Let’s hear it for hyperbole! There’s nothing like a bit of exaggeration to make things more interesting and try to stir up as much trouble as possible. In Israel, Deputy Prime Minister Moshe Ya’alon has recommended that the entire International community should together attack Iran because “Iran is a threat to the entire civilized world.” Wow! The entire civilized world! Iran is one of the oldest civilizations in the world. It has not been an aggressor nation in somewhere around 200 years. It has one of the smallest military budgets in the Middle East and the focus of their military is clearly on deterance rather than offense. Iran is widely suspected of trying to build a nuclear bomb although there seems to be little evidence of this, and even if true would obviously be employed as a further means of defense from the constant threats of attack by Israel and the U.S. Netanyahu, who recently boasted that the U.S. doesn’t have to protect Israel because Israel protects itself, has been trying to encourage the U.S. to attack Iran for years, and maintains Iran is an existential threat to their nation, basically a bit of hysterical paranoid nonsense. They would like us to believe that if Iran gets a bomb it is going to immediately attack Israel with it, a notion so ridiculous it should be laughed out of existence as it seems to assume that Iranians are insane and would welcome the inevitable destruction of their own country. In fact, Israeli intransigence, racism, and illegal expansionism is a far greater threat to the entire civilized world as they simply refuse to even consider a serious peace with the Palestinians. I think Ya’alon’s insane hyperbole is perhaps the worst example of exaggeration I have ever seen. But there are others.

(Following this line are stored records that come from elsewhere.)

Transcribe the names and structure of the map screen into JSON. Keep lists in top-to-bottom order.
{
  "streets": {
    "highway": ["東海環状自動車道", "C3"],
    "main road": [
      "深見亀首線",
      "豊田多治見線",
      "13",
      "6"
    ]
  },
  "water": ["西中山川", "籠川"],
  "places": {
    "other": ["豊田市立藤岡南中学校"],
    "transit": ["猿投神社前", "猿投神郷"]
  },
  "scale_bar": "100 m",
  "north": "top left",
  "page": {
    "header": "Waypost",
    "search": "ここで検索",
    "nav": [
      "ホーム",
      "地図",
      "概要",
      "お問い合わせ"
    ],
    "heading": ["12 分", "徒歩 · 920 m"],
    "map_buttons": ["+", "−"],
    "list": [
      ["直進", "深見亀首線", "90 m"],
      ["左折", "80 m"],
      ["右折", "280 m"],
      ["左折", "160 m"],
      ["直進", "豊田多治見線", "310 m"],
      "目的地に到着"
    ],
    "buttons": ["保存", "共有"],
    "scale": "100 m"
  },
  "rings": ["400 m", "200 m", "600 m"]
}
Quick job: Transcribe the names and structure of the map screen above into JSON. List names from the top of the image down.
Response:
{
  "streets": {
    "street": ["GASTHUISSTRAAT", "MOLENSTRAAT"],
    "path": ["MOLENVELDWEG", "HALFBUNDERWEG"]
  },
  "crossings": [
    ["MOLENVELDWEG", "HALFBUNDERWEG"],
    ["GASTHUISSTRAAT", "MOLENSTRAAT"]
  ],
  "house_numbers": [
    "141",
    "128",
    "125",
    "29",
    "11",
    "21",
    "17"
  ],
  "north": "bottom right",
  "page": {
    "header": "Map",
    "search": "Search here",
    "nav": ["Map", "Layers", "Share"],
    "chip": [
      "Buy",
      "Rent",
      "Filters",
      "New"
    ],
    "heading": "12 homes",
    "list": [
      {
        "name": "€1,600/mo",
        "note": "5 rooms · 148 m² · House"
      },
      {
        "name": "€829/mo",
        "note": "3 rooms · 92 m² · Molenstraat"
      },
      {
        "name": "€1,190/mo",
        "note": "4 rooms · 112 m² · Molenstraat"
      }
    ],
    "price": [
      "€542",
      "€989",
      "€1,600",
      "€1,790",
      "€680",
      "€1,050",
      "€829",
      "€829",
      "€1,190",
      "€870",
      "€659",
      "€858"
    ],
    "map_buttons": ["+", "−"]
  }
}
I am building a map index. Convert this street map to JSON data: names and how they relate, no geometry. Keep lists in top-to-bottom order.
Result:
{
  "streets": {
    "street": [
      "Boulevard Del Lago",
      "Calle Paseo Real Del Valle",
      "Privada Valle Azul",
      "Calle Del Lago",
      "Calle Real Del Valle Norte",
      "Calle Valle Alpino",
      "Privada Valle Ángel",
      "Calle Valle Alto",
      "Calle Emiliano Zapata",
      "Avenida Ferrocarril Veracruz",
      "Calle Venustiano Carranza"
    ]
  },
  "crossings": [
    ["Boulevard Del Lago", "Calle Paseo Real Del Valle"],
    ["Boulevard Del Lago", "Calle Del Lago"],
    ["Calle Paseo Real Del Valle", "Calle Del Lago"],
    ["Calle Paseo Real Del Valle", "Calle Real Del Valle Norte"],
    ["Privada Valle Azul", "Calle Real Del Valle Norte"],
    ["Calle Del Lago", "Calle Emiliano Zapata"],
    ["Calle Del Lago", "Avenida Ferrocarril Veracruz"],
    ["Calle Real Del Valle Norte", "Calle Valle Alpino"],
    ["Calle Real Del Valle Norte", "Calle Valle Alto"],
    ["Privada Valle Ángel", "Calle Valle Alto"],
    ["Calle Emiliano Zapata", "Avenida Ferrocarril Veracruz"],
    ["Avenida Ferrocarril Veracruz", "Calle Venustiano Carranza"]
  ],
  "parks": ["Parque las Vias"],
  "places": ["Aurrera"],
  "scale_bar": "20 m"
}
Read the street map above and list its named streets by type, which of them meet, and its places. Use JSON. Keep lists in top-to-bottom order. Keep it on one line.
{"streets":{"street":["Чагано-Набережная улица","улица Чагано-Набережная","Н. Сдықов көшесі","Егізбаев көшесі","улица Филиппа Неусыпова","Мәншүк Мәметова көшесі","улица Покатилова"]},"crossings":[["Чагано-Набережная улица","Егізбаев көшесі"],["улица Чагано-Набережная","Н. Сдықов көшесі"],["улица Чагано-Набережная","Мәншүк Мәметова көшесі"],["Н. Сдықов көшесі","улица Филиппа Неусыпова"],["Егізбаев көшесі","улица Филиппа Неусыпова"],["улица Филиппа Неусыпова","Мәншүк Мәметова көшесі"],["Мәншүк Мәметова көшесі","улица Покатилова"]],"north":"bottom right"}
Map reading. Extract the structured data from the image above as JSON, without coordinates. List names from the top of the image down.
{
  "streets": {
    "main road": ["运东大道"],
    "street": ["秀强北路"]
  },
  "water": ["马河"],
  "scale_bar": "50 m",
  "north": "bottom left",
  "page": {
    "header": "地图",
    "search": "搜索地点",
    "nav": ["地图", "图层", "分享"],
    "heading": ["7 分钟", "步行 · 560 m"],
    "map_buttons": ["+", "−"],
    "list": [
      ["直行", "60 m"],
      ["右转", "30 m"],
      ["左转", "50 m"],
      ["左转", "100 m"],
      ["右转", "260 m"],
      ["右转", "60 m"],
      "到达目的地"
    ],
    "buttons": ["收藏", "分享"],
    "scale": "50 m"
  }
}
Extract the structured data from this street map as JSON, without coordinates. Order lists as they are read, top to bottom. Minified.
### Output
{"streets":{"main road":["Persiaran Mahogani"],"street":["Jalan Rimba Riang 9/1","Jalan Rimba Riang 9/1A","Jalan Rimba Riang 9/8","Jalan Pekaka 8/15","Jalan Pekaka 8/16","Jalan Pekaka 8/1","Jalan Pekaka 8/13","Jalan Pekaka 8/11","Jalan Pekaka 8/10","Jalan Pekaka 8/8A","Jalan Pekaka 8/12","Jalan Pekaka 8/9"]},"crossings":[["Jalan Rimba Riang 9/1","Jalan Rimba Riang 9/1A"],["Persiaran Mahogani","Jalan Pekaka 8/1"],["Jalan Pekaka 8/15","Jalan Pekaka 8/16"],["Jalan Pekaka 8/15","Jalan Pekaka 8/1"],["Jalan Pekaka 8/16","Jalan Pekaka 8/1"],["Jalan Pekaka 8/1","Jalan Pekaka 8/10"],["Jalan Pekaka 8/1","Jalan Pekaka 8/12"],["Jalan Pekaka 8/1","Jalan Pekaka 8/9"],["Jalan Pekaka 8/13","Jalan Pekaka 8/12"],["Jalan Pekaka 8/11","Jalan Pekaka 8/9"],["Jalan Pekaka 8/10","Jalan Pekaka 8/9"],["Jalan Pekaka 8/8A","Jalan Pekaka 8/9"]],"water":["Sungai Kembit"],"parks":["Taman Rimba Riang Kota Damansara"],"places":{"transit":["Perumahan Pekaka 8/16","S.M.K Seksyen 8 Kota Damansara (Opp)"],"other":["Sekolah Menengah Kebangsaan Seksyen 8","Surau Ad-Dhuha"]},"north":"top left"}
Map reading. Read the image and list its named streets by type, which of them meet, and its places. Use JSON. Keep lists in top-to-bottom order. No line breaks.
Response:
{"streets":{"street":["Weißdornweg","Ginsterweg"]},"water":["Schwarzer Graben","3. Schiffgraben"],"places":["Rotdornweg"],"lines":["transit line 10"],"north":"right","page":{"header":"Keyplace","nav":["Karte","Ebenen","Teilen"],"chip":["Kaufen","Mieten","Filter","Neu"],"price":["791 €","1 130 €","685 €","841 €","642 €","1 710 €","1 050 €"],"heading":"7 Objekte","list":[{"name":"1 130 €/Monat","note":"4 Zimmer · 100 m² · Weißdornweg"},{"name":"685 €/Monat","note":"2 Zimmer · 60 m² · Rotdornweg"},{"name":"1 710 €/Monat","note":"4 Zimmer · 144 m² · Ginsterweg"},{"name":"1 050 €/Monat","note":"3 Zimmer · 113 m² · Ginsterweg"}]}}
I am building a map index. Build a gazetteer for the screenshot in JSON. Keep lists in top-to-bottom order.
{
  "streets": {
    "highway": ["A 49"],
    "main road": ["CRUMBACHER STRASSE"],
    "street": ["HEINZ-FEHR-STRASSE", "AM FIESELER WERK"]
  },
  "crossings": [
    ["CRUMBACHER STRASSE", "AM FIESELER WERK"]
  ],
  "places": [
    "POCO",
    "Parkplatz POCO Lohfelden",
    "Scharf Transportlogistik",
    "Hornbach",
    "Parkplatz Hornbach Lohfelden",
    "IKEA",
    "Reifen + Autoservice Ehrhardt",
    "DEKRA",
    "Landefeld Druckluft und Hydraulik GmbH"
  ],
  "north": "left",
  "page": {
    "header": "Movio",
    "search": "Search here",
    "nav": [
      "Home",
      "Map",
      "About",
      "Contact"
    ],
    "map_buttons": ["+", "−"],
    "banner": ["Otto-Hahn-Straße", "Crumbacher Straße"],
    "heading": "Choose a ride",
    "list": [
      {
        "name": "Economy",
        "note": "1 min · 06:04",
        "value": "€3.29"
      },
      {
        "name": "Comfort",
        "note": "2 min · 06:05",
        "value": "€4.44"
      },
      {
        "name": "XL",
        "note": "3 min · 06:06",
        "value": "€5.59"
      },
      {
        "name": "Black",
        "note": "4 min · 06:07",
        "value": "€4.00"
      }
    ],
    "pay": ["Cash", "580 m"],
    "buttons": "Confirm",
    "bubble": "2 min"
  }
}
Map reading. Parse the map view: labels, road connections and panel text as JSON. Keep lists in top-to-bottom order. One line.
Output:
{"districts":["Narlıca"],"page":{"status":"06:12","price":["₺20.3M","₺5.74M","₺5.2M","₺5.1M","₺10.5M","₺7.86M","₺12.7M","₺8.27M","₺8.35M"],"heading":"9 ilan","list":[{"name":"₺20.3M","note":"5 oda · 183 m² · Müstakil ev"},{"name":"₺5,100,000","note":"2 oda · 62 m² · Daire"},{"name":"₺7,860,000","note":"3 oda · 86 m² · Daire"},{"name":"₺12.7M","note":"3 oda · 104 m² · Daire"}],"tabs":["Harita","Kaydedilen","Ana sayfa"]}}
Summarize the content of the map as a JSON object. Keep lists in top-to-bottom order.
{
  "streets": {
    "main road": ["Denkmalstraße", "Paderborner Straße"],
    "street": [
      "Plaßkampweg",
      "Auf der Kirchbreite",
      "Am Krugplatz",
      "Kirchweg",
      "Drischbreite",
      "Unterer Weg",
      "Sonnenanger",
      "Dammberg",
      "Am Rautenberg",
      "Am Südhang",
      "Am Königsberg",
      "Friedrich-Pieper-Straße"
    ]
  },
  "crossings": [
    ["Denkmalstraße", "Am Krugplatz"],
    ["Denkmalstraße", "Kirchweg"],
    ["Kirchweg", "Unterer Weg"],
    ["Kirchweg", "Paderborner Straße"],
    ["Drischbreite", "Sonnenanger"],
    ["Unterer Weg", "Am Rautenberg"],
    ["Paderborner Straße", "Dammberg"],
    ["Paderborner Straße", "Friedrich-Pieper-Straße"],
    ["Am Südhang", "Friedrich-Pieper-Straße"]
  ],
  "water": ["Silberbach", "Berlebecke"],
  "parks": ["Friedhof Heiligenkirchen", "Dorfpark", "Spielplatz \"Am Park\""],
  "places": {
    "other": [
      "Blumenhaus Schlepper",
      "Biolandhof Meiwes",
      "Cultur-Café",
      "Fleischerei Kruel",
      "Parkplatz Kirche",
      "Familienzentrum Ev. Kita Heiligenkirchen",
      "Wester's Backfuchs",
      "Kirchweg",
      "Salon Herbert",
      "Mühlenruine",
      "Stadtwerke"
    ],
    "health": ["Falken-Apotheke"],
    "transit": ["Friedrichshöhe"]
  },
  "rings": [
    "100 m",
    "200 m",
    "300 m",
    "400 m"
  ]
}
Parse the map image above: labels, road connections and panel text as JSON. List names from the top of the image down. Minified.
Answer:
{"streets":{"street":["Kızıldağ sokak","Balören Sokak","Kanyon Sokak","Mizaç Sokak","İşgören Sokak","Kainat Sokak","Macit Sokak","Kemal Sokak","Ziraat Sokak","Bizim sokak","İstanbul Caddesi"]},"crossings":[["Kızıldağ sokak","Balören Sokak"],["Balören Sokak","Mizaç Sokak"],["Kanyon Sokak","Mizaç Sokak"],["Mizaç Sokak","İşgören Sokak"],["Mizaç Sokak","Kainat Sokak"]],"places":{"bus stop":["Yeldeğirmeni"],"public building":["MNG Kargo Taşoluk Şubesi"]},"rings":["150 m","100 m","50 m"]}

Of course if you are interested in outrageous hyperbole you wouldn’t want to miss Mitt Romney’s claim that President Obama “Is one of the most ineffective Presidents ever.” I think Romney has in mind here only the fact that Obama has been unable to immediately create jobs and overcome the recession brought on by matters mostly outside of his control. Whatever you might think of Obama, when you consider his accomplishments in the first almost three years of his Presidency, you cannot realistically accuse him of being ineffective, think health care (when Romney did it, it was viewed as a great success), American auto industry successful bailout, Osama bin Laden, DADT, stimulus, fair pay, etc., etc. Romney is unfortunately one of the most inauthentic candidates ever, taking positions he sometimes has earlier disdained, saying things purely opportunistically, sometimes outright lying, and dripping with insincerity at all times. I believe Romney is not even aware of how phony he comes across to many of us. If he thinks Obama is ineffective I suppose he thinks George W. Bush was effective (after all Bush is said by Republicans to be responsible for getting bin Laden).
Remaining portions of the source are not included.